Two diametrically opposite friends swap lives for a while. That’s the premise of the movie, and I figured it would be a Freaky Friday-style movie, hopefully without the body swapping shenanigans.
Nope. That’s exactly what Change-Up was.
Story: Dave Lockwood (Jason Bateman) is a family man and a lawyer, responsible to the hilt, and happens to be best friends with his antithesis, Mitch Planko (Ryan Reynolds). Mitch is a stereotypical struggling actor, with all the requisite irresponsible characteristics that movie tropes consist of.
They meet up to watch an unspecified game at a bar, and then pee in a fountain, loudly claiming to want each other’s lives. And hey presto! Their bodies are switched.
Shenanigans ensue, as each fail miserably at the other’s life. Catastrophic mistakes are made on one side (Dave’s life, obviously) and revelations are had on the other (Mitch’s life).
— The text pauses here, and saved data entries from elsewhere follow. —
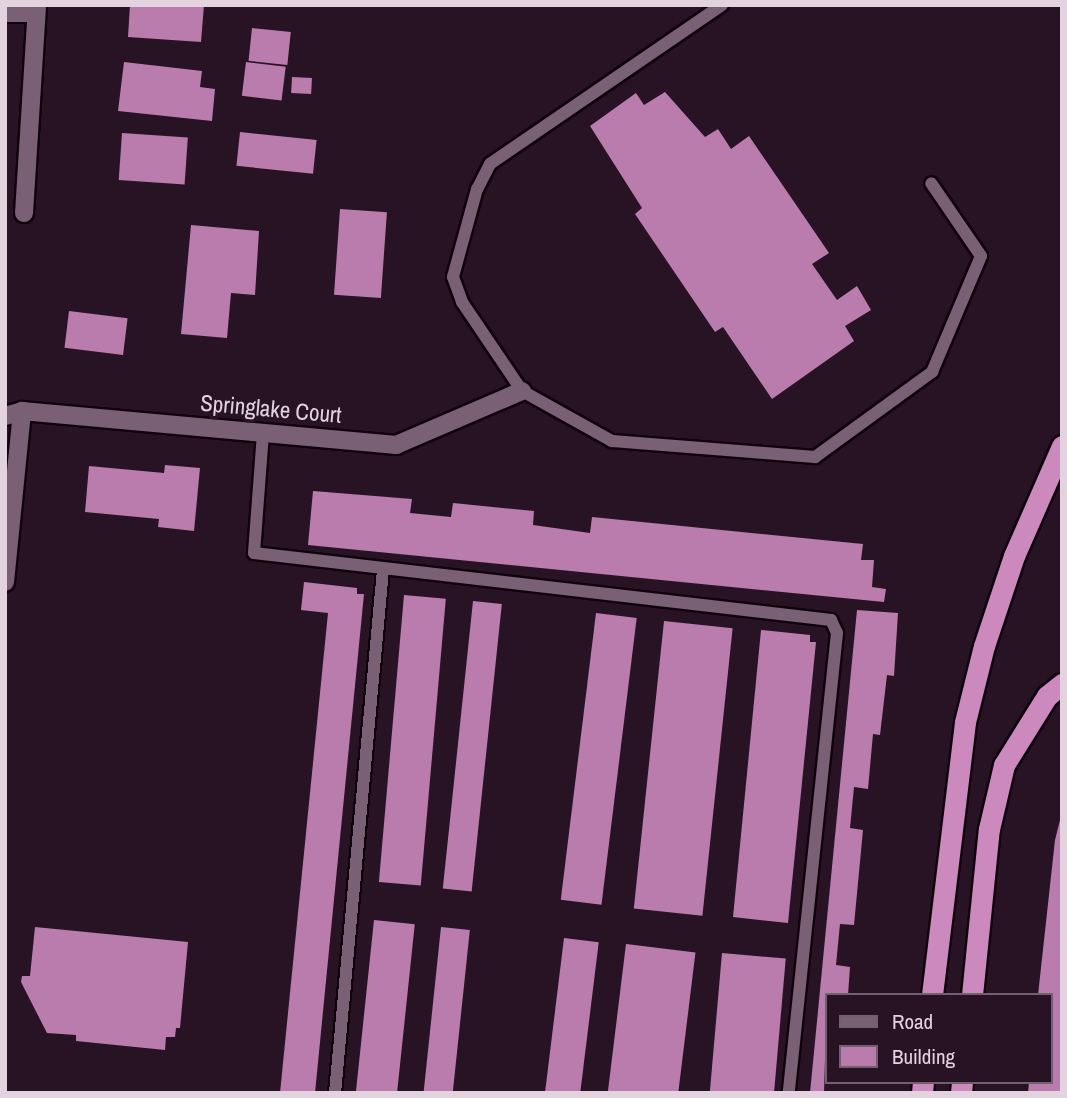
<!DOCTYPE html>
<style>
body{margin:0}
#map{position:relative;width:1067px;height:1098px;overflow:hidden;background:#281324;font-family:"Archivo Narrow",sans-serif}
div>[style]{position:absolute}
[style*='--x']{left:calc(var(--x)*1px);top:calc(var(--y)*1px);width:calc(var(--w)*1px);rotate:calc(var(--a)*1deg)}
.building>*{inset:0;background:#ba7cad;transform-origin:0 0}
.roads{filter:drop-shadow(2px 0 #10010d) drop-shadow(-2px 0 #10010d) drop-shadow(0 2px #10010d) drop-shadow(0 -2px #10010d)}
.service>*{height:12px;margin:-6px;padding:0 6px;transform-origin:6px;border-radius:6px;background:#7a6074}
.minor>*{height:18px;margin:-9px;padding:0 9px;transform-origin:9px;border-radius:9px;background:#7a6074}
.motorway>*{height:21px;margin:-10.5px;padding:0 10.5px;transform-origin:10.5px;border-radius:10.5px;background:#cb89bd}
span{translate:-50% -50%;white-space:nowrap;text-align:center;line-height:1.15;-webkit-text-stroke:7px #281324;paint-order:stroke}
.street-label{font-size:23px;color:#e2d3de}
.frame{position:absolute;inset:0;border:7px solid #e2d3de;pointer-events:none}
.legend{position:absolute;left:825px;top:993px;width:228px;height:91px;box-sizing:border-box;background:#281324;border:2px solid #72606e;margin:0;padding:9px 12px;list-style:none;font-size:21px;color:#e2d3de}
.legend li{display:flex;align-items:center;gap:14px;height:35px}
.legend b{width:35px;border:2px solid #72606e}
</style>
<div id="map">
<div class="building">
<div style="clip-path:polygon(130px 5px,204px 5px,201px 42px,128px 37px)"></div>
<div style="left:252px;top:28px;width:39px;height:33px;rotate:6deg"></div>
<div style="clip-path:polygon(124px 62px,202px 71px,200px 87px,215px 89px,212px 121px,118px 111px)"></div>
<div style="left:246px;top:62px;width:40px;height:34px;rotate:7deg"></div>
<div style="left:292px;top:77px;width:20px;height:16px;rotate:3deg"></div>
<div style="clip-path:polygon(665px 92px,705px 137px,718px 129px,731px 149px,749px 136px,829px 253px,812px 264px,837px 300px,857px 286px,871px 310px,845px 326px,854px 341px,772px 399px,723px 327px,715px 332px,635px 214px,642px 208px,590px 126px,636px 93px,644px 105px)"></div>
<div style="left:240px;top:132px;width:77px;height:34px;rotate:6deg"></div>
<div style="left:122px;top:133px;width:66px;height:47px;rotate:4deg"></div>
<div style="left:340px;top:209px;width:47px;height:86px;rotate:4deg"></div>
<div style="clip-path:polygon(191px 225px,259px 231px,255px 295px,231px 293px,227px 338px,181px 334px)"></div>
<div style="left:69px;top:311px;width:59px;height:37px;rotate:7deg"></div>
<div style="clip-path:polygon(165px 465px,200px 468px,194px 531px,158px 527px,159px 519px,85px 512px,89px 466px,164px 473px)"></div>
<div style="clip-path:polygon(313px 491px,412px 499px,410px 513px,451px 517px,453px 503px,534px 511px,533px 525px,590px 533px,592px 517px,863px 544px,861px 560px,874px 560px,872px 587px,886px 589px,884px 602px,308px 545px)"></div>
<div style="clip-path:polygon(304px 582px,357px 588px,357px 594px,364px 594px,315px 1093px,280px 1093px,328px 613px,301px 610px)"></div>
<div style="left:404px;top:595px;width:42px;height:288px;rotate:5deg"></div>
<div style="left:473px;top:601px;width:29px;height:289px;rotate:6deg"></div>
<div style="clip-path:polygon(857px 610px,898px 613px,894px 676px,887px 675px,880px 735px,873px 734px,868px 789px,854px 787px,850px 828px,863px 830px,854px 925px,840px 924px,836px 965px,850px 967px,848px 995px,827px 995px,824px 1093px,810px 1093px)"></div>
<div style="left:596px;top:613px;width:41px;height:289px;rotate:7deg"></div>
<div style="left:664px;top:621px;width:69px;height:289px;rotate:6deg"></div>
<div style="clip-path:polygon(761px 630px,810px 635px,810px 642px,816px 642px,788px 923px,733px 917px)"></div>
<div style="clip-path:polygon(1062px 812px,1062px 1093px,1028px 1093px,1029px 1082px,1051px 1082px,1051px 995px,1038px 995px,1055px 840px)"></div>
<div style="left:374px;top:920px;width:41px;height:174px;rotate:6deg"></div>
<div style="clip-path:polygon(35px 927px,188px 942px,180px 1028px,176px 1028px,175px 1037px,166px 1037px,165px 1050px,76px 1041px,76px 1035px,47px 1033px,21px 982px,22px 976px,30px 976px)"></div>
<div style="left:441px;top:927px;width:29px;height:167px;rotate:6deg"></div>
<div style="left:564px;top:938px;width:35px;height:156px;rotate:7deg"></div>
<div style="left:626px;top:944px;width:70px;height:150px;rotate:7deg"></div>
<div style="left:722px;top:953px;width:64px;height:141px;rotate:5deg"></div>
</div>
<div class="roads">
<div class="service">
<div style="--x:722;--y:5;--w:281;--a:145.6"></div>
<div style="--x:490;--y:164;--w:28;--a:117"></div>
<div style="--x:477;--y:189;--w:91;--a:105.3"></div>
<div style="--x:453;--y:277;--w:27;--a:70"></div>
<div style="--x:462;--y:302;--w:107;--a:56"></div>
<div style="--x:522;--y:391;--w:103;--a:29.1"></div>
<div style="--x:612;--y:441;--w:204;--a:4.5"></div>
<div style="--x:815;--y:457;--w:145;--a:-36"></div>
<div style="--x:932;--y:372;--w:126;--a:-67.1"></div>
<div style="--x:981;--y:256;--w:88;--a:-124.4"></div>
<div style="--x:263;--y:433;--w:120;--a:94.3"></div>
<div style="--x:254;--y:553;--w:581;--a:6.62"></div>
<div style="--x:831;--y:620;--w:14;--a:65"></div>
<div style="--x:837;--y:633;--w:462;--a:96"></div>
<div style="--x:335;--y:1093;--w:525;--a:-84.76"></div>
</div>
<div class="minor">
<div style="--x:5;--y:13;--w:31;--a:0"></div>
<div style="--x:24;--y:213;--w:208;--a:-86.4"></div>
<div style="--x:5;--y:416;--w:18;--a:-16"></div>
<div style="--x:22;--y:411;--w:376;--a:5.2"></div>
<div style="--x:396;--y:445;--w:137;--a:-23.2"></div>
<div style="--x:5;--y:582;--w:172;--a:-84.3"></div>
</div>
<div class="motorway">
<div style="--x:932;--y:995;--w:275;--a:-83.1"></div>
<div style="--x:965;--y:722;--w:78;--a:-76"></div>
<div style="--x:984;--y:646;--w:95;--a:-71.6"></div>
<div style="--x:1014;--y:556;--w:120;--a:-66.4"></div>
<div style="--x:972;--y:995;--w:167;--a:-84.2"></div>
<div style="--x:989;--y:829;--w:66;--a:-76.8"></div>
<div style="--x:1004;--y:765;--w:81;--a:-58.1"></div>
<div style="--x:1047;--y:696;--w:19;--a:-39"></div>
<div style="--x:922;--y:1093;--w:11;--a:-85"></div>
<div style="--x:961;--y:1093;--w:11;--a:-85"></div>
</div>
</div>
<div class="street-label">
<span style="left:271px;top:409px;rotate:5deg">Springlake Court</span>
</div>
<div class="frame"></div>
<ul class="legend">
<li><b style="height:9px;background:#7a6074"></b>Road</li>
<li><b style="height:19px;background:#ba7cad"></b>Building</li>
</ul>
</div>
There is growth and understanding, and both learn life lessons that they should have ideally learned in their own bodies.
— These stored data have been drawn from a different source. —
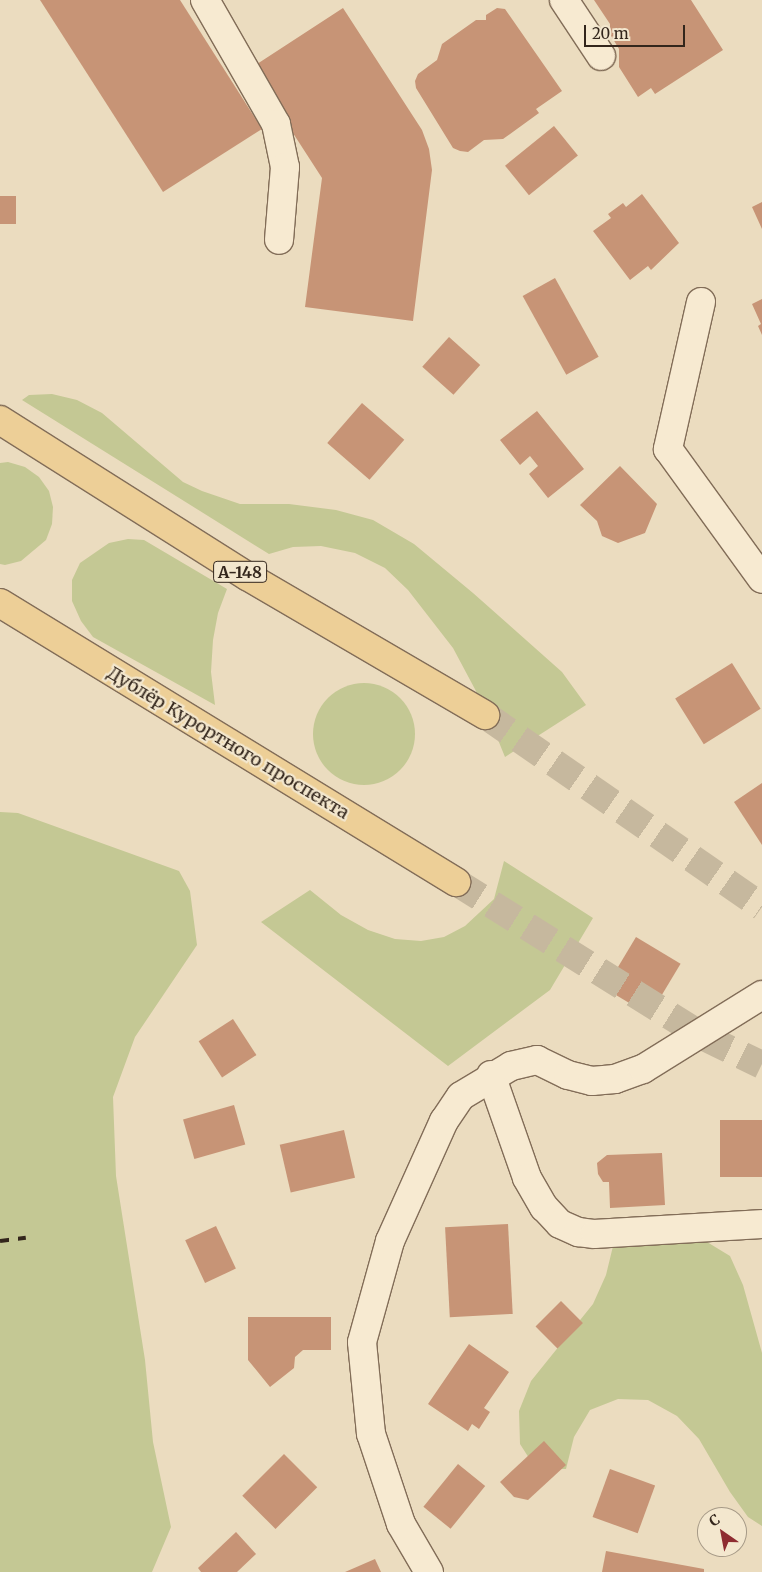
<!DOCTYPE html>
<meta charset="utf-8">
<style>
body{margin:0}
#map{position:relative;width:762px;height:1572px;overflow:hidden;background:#ebdcbf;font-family:Merriweather,serif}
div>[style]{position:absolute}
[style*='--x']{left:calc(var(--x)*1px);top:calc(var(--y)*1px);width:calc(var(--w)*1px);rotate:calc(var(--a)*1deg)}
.green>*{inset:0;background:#c4c894}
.round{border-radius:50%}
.building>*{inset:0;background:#c79476;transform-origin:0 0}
.major-tunnel>*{height:28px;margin-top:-14px;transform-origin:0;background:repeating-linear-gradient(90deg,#c6b89e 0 28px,transparent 0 42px)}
.roads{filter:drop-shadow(1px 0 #826d58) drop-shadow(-1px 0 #826d58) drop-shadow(0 1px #826d58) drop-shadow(0 -1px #826d58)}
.minor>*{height:28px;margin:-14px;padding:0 14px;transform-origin:14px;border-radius:14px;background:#f7ead1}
.major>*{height:28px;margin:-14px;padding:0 14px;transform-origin:14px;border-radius:14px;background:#edcf97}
.rail>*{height:4px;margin-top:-2px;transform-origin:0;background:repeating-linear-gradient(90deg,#33261c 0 9px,transparent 0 18px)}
span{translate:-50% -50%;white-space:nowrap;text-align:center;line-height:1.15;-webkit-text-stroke:4.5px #f3e7ce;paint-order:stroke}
.shield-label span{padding:1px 4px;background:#f3e7ce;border:1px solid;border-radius:4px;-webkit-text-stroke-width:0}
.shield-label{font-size:16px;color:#33261c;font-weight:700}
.street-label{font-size:18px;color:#33261c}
.north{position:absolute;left:697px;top:1507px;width:50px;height:50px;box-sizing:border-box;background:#f3e7ce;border:1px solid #a69a87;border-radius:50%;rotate:327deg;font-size:14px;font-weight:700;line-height:20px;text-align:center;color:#33261c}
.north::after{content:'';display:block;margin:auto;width:18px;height:22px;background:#8e2c31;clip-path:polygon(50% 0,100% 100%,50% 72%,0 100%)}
.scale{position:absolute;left:584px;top:25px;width:101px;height:22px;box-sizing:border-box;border:2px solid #33261c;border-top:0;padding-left:6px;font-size:15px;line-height:18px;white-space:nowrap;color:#33261c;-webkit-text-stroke:4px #f3e7ce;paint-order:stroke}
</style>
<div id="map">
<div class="green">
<i style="clip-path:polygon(52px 394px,77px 400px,102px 413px,183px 482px,202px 491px,240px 504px,289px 504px,336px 510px,373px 520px,414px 544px,473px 593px,562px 672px,586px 705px,505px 757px,485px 708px,453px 648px,408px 590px,385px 568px,355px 553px,321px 546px,293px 547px,269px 554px,22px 400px,29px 395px)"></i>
<i style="clip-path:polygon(8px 462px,25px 467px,39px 477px,49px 491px,53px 507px,52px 524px,46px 540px,21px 561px,5px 565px,0 564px,0 463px)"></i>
<i style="clip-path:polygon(128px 539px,144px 540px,227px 589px,218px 613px,213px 640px,211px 672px,215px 705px,93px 637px,81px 621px,72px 601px,72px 580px,80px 563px,109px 543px)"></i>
<i class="round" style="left:313px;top:683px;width:102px;height:102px"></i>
<i style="clip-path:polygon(0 812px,18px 813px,179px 871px,190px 891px,197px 945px,135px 1037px,113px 1097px,116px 1176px,145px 1360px,153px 1442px,171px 1527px,152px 1572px,0 1572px)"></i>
<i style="clip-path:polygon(504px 861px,593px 918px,550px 990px,448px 1066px,261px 922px,310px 890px,341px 915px,368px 930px,395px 939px,421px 941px,444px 937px,465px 926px,494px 899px)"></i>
<i style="clip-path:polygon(625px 1233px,707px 1242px,730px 1256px,743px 1285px,762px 1353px,762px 1526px,748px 1517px,730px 1492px,699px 1439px,677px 1416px,648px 1400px,618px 1399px,590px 1410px,574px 1437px,566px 1469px,536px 1469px,520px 1444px,519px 1411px,531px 1381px,593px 1304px,606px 1275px,614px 1242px)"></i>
</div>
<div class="building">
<i style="clip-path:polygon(40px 0,180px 0,262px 129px,163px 192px)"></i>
<i style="clip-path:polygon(594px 0,691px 0,723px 50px,655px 94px,651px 88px,638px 97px,619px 67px,619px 49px,610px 34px,610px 24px)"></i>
<i style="clip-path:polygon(343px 8px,422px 130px,429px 149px,432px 170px,413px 321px,305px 307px,322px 178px,251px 68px)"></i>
<i style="clip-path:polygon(497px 8px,505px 9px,562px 91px,536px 109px,539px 113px,503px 139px,484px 140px,468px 152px,460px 151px,453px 148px,416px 88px,415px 81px,418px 74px,437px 60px,442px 44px,476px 20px,486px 20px,486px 15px)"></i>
<i style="left:554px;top:126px;width:38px;height:63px;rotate:51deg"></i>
<i style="clip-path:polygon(642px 194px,679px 243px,651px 270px,648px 266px,630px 280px,593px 231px,611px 218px,608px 214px,623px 203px,626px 207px)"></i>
<i style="left:0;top:196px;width:16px;height:28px"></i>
<i style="clip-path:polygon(762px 202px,762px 229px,752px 207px)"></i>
<i style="left:555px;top:278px;width:90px;height:37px;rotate:61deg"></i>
<i style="clip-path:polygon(762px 299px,762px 335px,758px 326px,761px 324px,752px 304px)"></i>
<i style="left:449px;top:337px;width:42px;height:40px;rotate:42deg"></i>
<i style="left:362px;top:403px;width:56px;height:53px;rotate:41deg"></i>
<i style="clip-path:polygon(537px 411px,584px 469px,548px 498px,529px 474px,538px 466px,530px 456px,520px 465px,500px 440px)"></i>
<i style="clip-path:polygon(620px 466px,657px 504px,645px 533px,618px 543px,602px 536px,597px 521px,580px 505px)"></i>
<i style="left:732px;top:663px;width:54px;height:67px;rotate:58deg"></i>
<i style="clip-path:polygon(762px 783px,762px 845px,734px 802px)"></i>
<i style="left:636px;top:937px;width:52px;height:60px;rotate:31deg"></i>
<i style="left:233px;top:1019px;width:43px;height:41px;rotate:57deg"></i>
<i style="left:234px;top:1105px;width:41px;height:53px;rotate:74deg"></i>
<i style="left:762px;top:1120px;width:57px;height:42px;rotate:90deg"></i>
<i style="left:344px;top:1130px;width:49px;height:66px;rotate:77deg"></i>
<i style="clip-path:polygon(662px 1153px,665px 1205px,610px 1208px,609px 1182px,603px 1182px,598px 1174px,597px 1163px,607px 1155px)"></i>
<i style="left:508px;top:1224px;width:90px;height:63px;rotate:87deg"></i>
<i style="left:216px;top:1226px;width:47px;height:34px;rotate:65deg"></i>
<i style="left:561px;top:1301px;width:31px;height:36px;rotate:45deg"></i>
<i style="clip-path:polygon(248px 1317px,331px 1317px,331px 1350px,303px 1350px,295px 1357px,294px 1368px,270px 1387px,248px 1360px)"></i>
<i style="clip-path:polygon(469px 1344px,509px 1372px,484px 1408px,490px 1412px,479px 1429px,472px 1424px,468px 1431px,428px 1404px)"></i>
<i style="clip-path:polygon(544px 1441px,566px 1465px,528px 1500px,514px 1497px,500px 1482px)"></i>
<i style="left:284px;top:1454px;width:47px;height:59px;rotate:45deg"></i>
<i style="left:458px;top:1464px;width:35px;height:55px;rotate:39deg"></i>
<i style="left:610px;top:1469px;width:48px;height:51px;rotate:20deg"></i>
<i style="clip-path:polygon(236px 1532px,256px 1554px,237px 1572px,201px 1572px,198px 1568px)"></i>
<i style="clip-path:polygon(606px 1551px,704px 1569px,704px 1572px,602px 1572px)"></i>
<i style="clip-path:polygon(375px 1559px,381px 1572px,345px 1572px)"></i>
</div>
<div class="major-tunnel">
<i style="--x:485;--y:715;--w:337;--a:34.7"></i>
<i style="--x:456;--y:882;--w:292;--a:32"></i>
<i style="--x:704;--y:1037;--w:64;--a:25.8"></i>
</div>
<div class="roads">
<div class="minor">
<i style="--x:205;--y:0;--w:143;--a:60.2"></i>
<i style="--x:276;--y:124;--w:44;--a:78.2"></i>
<i style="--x:285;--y:167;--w:73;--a:94.7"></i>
<i style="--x:564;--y:0;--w:67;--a:56.5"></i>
<i style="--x:701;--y:302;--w:151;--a:102.7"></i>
<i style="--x:668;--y:449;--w:160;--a:54.1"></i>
<i style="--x:491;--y:1075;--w:109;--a:70.7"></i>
<i style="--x:527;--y:1178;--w:34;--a:60"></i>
<i style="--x:544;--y:1207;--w:23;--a:47"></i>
<i style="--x:560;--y:1224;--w:20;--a:24"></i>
<i style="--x:578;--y:1232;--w:17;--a:7"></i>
<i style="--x:595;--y:1234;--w:167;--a:-3.4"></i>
<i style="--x:429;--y:1572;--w:56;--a:-120.3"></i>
<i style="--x:401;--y:1524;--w:95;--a:-108.4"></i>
<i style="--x:371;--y:1434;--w:92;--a:-95.6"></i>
<i style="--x:362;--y:1342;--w:105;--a:-74.5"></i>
<i style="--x:390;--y:1241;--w:132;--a:-65.8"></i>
<i style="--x:444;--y:1121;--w:30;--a:-56"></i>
<i style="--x:461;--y:1096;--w:58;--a:-31"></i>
<i style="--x:511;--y:1066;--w:27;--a:-13"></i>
<i style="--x:537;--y:1060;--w:34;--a:26"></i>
<i style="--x:568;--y:1075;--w:25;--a:14"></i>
<i style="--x:592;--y:1081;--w:23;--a:-5"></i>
<i style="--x:615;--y:1079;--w:30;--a:-20"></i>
<i style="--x:643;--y:1069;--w:140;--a:-31.9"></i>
</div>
<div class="major">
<i style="--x:0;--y:420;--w:292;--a:32.3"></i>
<i style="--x:247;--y:576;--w:276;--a:30.3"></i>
<i style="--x:0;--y:603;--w:535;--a:31.46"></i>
</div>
</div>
<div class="rail">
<i style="--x:0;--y:1241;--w:26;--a:-7"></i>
</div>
<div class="shield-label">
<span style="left:240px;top:572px">А-148</span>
</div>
<div class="street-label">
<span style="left:228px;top:743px;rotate:31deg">Дублёр Курортного проспекта</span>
</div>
<div class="north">С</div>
<div class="scale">20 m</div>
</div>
Review: Just like Freaky Friday, but with more sex humour.
Story: Predictable drivel, with a few staggeringly bad moments. Everyone is impossibly good-looking and very Caucasian. There is no diversity, no poignancy, and it isn’t even an out-and-out comedy. There is peeing in fountains, shaving of pubic hair, and toilet (literally) humour.
Characters: Stereotypical and trite. The doting father uses words like “sugarplum” and “honey” to the point of inducing diabetes. The train wreck cusses out at the smallest opportunity, and goes ballistic with free food.
Acting: Ryan Reynolds has an extremely expressive face, and does a good job of sticking to Mitch’s predictability, while looks a little limp when he has to play Dave. Jason Bateman is interesting as both characters, and demonstrates a little more range. Leslie Mann is phenomenal, and can single-handedly make a case of female comedy (along with Kristen Wiig).
What I liked: The houses and setting are beautiful. Ryan Reynolds has a magnificent physique. Leslie Mann is quite the most beautiful woman I have seen with any sort of personality in her visage.
What I disliked: Everything else: the premise, the story, the development, the characters, and more.